Helping each other out, sharing stories of successes and failures, bonding over shared experiences all play a part in creating a sense of wellbeing. None of us want to feel that we’re ‘odd’ or worse, ostracised from the rest of the group.
Of course, being ‘social’ is easier for some than others, however, it’s not really about how many people are in your circle, but rather how deep the ties run. If friends come and go without laying down common roots, loyalty and love, then there’s little to be derived from that friendship.
In contrast, having friends who care about your wellbeing whilst you in turn care about theirs, acts to improve our sense of wellbeing.
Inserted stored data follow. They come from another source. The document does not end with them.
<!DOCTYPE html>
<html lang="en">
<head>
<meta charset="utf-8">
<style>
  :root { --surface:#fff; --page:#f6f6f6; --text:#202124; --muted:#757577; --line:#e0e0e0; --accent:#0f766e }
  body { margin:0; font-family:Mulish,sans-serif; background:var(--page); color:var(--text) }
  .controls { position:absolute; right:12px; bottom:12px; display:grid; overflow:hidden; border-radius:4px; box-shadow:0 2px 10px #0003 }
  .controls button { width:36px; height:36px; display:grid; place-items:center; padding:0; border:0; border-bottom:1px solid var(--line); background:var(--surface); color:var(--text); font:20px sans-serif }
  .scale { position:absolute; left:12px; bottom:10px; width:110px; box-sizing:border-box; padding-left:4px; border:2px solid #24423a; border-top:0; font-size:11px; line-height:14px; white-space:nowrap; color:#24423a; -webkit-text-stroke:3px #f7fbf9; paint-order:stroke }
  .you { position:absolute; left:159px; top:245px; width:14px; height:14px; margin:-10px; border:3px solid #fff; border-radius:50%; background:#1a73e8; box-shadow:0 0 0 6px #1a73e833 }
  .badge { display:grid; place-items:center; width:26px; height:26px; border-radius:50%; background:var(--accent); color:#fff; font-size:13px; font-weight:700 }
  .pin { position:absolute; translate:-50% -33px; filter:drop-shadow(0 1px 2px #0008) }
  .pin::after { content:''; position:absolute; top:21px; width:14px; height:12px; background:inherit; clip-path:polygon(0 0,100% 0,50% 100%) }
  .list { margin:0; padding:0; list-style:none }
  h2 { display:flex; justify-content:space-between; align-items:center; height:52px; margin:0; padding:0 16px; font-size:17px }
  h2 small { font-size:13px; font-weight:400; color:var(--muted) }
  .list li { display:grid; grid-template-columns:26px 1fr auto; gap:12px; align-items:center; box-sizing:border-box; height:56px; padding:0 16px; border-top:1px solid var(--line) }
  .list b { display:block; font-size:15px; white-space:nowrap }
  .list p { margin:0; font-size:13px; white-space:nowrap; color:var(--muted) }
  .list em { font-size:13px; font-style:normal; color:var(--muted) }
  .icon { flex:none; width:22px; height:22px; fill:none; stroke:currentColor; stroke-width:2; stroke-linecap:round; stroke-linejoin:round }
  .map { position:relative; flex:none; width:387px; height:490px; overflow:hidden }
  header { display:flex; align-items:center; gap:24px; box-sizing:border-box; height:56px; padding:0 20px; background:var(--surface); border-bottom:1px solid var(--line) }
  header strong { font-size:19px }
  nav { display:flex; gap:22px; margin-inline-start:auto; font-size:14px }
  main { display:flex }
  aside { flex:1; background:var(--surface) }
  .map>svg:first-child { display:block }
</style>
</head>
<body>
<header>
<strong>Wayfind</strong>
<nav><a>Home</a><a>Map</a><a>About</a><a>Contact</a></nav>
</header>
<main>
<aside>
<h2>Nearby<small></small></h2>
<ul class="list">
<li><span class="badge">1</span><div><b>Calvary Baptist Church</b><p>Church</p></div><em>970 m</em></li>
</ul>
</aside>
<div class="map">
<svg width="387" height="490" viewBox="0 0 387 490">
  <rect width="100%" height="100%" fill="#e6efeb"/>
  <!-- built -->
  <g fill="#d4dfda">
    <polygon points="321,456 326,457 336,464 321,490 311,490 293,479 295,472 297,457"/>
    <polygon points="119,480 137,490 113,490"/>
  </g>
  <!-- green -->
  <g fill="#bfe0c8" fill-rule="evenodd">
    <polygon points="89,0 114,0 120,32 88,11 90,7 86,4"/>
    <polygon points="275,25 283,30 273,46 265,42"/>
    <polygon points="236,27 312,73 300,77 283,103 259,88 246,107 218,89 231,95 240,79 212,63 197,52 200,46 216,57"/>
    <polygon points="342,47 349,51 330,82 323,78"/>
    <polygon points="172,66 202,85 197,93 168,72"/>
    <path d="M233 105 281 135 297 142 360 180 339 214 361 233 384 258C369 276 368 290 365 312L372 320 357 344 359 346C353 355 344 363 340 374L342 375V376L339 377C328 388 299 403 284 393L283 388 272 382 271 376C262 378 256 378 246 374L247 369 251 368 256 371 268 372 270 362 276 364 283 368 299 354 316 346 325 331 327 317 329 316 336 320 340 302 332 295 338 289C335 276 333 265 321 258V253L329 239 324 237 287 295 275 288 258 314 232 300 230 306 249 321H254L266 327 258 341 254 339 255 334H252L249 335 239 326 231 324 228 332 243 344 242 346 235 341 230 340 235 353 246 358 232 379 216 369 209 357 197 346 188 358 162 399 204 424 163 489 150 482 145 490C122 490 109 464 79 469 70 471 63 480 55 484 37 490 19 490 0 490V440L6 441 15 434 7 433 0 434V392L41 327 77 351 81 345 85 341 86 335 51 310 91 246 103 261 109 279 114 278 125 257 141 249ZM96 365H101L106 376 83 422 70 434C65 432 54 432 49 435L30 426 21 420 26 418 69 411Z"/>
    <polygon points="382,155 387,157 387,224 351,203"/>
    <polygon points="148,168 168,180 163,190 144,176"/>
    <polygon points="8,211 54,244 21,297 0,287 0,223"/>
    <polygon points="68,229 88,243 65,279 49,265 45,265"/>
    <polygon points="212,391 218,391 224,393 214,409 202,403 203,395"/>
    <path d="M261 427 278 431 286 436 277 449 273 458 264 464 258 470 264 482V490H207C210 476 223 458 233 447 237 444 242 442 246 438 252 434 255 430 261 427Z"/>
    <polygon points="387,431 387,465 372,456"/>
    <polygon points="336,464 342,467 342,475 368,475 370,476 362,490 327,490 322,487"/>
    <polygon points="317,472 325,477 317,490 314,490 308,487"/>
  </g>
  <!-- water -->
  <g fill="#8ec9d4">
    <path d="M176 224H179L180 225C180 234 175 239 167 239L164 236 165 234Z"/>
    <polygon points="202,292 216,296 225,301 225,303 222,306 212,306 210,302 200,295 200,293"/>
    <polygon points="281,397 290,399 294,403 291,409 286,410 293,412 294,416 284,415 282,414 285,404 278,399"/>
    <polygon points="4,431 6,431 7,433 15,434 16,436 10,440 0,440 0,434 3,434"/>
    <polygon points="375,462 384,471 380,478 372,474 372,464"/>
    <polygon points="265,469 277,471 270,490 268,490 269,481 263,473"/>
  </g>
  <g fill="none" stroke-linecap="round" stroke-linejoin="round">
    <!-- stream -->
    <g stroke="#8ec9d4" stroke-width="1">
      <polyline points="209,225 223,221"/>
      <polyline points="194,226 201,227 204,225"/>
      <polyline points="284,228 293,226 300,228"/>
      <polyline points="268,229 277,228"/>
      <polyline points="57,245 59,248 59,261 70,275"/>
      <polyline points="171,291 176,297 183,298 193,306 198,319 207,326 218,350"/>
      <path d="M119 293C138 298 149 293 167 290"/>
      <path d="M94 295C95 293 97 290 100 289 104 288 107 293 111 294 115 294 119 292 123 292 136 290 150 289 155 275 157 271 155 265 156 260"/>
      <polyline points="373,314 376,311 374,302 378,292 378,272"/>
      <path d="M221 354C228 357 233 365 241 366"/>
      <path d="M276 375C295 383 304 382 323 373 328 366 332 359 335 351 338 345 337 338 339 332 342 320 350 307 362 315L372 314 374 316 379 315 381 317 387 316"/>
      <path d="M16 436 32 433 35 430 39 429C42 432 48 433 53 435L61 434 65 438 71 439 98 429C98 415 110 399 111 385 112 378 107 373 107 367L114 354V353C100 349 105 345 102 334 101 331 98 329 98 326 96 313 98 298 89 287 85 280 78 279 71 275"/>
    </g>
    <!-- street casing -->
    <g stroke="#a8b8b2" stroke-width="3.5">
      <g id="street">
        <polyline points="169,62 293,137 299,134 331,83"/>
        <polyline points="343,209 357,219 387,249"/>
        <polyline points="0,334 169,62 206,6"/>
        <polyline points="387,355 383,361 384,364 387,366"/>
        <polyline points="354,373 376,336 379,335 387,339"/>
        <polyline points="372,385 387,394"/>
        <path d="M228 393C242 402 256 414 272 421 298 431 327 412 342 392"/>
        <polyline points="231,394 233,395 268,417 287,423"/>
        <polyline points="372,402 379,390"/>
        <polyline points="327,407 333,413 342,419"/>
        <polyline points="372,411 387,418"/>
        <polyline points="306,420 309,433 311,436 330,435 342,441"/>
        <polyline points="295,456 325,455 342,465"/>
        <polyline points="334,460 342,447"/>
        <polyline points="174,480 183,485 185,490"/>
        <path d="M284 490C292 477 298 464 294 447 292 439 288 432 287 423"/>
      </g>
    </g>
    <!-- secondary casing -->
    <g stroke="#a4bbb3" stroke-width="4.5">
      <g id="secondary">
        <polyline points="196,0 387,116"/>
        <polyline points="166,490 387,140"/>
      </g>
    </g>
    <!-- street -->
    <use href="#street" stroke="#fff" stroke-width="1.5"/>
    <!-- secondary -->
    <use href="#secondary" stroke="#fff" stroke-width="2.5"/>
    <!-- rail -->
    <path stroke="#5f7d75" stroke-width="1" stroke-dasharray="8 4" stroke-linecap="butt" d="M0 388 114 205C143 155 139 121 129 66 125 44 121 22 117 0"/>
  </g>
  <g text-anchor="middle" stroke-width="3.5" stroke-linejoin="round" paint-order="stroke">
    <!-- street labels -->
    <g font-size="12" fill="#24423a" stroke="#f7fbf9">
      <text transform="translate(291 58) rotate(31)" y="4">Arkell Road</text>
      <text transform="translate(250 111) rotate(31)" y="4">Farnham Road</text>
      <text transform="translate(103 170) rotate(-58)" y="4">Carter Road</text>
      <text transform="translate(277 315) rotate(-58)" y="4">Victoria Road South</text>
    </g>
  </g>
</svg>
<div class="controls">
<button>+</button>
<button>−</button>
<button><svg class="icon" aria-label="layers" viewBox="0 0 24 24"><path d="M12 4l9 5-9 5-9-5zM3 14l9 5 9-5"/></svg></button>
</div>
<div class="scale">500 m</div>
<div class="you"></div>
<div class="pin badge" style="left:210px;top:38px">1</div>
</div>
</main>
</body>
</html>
So, if you’re feeling a little bit low, reach out to your family and friends. Share some together time, grab a coffee, take in a show, take a walk, or do a class together. The activity doesn’t really matter, it’s the interaction that’s important to our wellbeing.
Putting It All Together
For brevity I’ve picked my five favourite elements of wellbeing to talk about here, but there are many others, not least of which is eating healthily and exercising (maybe set up a health wellbeing strategy). But it’s interesting to notice that the five tips above all complement and enhance each other and will support your wellbeing for life:
• You can relax with friends, which is also something you enjoy
• When you take control, you effectively re-balance your life
• Enjoying your hobby helps you relax and also acts as self-care, again improving life-balance
• Connecting with your family and friends strengthens those bonds which usually means they will be there to help you when needed
Creating a sense of wellbeing is self-fulfilling, but as with many ‘simple’ activities, they’re often difficult to incorporate as we tend to put our own needs at the bottom of the list. It’s time we realised that this behaviour is counter-productive.
There’s nothing I enjoy more than knowing that my parents, my children or my friends are doing something they enjoy. It makes me happy. So remember to nurture yourself because in doing so, you will also be creating a sense of wellbeing in others.